You bring up a good point!
We’ll actually be publishing a complete review of the Coachmen Cross Trek in the coming weeks. If you can hang on a while, it should answer a lot of questions.
But the short answer to your question is – yes, I would expect one to two hours of continuous AC run time with that battery and the engine *not* running.
(We live in the desert southwest, our air conditioners do not “cycle”.)
What role did the solar play in slowing the rate of depletion?

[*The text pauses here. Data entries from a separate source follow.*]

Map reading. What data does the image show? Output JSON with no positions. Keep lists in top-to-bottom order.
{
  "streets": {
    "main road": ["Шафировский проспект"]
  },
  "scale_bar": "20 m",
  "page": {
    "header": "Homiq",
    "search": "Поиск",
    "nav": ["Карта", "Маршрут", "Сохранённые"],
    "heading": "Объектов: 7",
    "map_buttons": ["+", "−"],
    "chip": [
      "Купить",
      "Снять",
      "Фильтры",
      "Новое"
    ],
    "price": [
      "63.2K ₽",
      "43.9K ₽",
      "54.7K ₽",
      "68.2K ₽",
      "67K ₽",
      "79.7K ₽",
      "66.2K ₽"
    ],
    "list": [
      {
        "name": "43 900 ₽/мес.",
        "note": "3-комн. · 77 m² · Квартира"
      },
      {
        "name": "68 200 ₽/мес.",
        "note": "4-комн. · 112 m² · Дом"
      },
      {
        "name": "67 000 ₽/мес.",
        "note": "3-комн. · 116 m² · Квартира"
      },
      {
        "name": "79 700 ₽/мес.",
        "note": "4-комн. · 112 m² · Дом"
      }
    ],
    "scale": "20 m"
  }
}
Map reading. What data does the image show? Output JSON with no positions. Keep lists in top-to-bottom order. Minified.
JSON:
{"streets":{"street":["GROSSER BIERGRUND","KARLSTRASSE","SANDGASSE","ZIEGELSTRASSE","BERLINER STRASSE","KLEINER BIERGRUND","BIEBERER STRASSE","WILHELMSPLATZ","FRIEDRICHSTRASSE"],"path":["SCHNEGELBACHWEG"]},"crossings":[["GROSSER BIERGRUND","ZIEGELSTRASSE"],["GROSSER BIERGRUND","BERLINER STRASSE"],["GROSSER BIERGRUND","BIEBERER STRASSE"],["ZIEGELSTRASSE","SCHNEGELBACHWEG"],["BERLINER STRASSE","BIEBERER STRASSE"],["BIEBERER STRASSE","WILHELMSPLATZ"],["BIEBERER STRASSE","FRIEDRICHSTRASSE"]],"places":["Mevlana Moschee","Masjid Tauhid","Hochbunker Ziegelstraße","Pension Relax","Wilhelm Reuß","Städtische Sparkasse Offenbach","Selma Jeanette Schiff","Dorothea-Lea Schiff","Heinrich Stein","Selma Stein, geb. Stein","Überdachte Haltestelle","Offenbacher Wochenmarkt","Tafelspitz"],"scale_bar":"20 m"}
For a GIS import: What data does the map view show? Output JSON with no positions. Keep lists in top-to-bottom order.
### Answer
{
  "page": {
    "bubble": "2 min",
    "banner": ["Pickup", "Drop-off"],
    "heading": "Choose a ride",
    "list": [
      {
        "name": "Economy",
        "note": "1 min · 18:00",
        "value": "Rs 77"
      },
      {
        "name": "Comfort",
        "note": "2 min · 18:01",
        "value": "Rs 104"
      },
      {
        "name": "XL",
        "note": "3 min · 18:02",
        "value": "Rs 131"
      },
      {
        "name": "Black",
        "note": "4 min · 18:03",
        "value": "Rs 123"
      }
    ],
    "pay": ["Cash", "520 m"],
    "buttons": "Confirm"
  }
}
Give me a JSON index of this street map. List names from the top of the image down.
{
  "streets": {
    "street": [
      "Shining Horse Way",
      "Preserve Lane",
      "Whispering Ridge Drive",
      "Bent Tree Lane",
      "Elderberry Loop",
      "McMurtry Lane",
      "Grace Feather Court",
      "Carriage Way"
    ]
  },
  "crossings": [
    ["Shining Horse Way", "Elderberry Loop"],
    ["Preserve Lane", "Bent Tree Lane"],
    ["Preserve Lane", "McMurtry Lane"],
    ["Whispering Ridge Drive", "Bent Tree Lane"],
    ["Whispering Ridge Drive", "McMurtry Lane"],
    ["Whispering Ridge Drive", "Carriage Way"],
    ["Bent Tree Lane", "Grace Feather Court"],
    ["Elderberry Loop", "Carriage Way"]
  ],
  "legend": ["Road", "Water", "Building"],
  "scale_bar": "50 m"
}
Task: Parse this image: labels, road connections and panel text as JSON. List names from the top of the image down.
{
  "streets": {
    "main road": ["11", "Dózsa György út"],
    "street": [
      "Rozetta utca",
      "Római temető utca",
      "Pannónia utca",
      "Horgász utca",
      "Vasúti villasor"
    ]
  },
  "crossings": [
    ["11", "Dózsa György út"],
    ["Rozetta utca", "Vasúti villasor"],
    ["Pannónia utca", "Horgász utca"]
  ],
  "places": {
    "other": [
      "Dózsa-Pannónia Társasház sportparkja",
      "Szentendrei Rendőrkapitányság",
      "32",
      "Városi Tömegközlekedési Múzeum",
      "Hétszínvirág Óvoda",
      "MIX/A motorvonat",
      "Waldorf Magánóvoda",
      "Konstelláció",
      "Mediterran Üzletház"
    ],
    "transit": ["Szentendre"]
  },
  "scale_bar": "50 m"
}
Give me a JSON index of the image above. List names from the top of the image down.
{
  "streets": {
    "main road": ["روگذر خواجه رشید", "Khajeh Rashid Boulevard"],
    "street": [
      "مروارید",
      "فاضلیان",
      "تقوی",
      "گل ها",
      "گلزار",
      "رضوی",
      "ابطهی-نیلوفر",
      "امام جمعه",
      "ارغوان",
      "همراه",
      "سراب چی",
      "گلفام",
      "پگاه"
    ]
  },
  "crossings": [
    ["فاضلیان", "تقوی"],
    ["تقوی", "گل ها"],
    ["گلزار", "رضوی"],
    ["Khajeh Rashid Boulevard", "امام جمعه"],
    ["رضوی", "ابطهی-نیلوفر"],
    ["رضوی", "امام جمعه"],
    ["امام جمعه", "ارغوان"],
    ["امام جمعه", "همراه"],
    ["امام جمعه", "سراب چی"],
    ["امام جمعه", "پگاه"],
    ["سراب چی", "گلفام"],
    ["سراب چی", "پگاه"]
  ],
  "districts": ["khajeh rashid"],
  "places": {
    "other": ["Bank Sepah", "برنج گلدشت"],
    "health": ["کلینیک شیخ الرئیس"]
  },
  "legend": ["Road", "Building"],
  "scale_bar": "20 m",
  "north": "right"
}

James, what size tires does parky have?
Thanks James. I bought the same set up for my 2019 59K. I read the 245 were used with success – they are too big. Keep up the great work!!!
Hey From Sweden.
It would be great to hear if you could consider change from a G to a K. And if not, explain littel about why not. You’ve actually lived in both a G and K floorplan for an extended period of time. It would be great to hear how each floor plan worked for you in your travels.
Keep up the great work
Both floor plans have their strong points, but I don’t think we’ll be switching any time soon.
Couple of questions regarding Parky vs. Lance. How are you guys feeling about the K layout vs. your modified G layout in Lance? Do you miss the garage? Seems like you went to a trailer for the bikes, anyway, with Lance, so maybe you aren’t missing the garage? What do you think about the smaller fridge in the K–especially on your extended trip? Do you ever run the AC from your lithium setup in Lance?
The G vs K thing is a topic for another day. Remember, our Lance is not a standard G in terms of floor plan, so our opinions will be different.
Though I can tell you that in Lance, we only need to take the trailer if we are bringing along BOTH nice road bikes and Mel. Otherwise, we can just use Lance as intended. In Parky, we have to bring the trailer every time we want to bring our nice bikes. Which is pretty much all the time.
The smaller fridge is, well, smaller, and less convenient to access.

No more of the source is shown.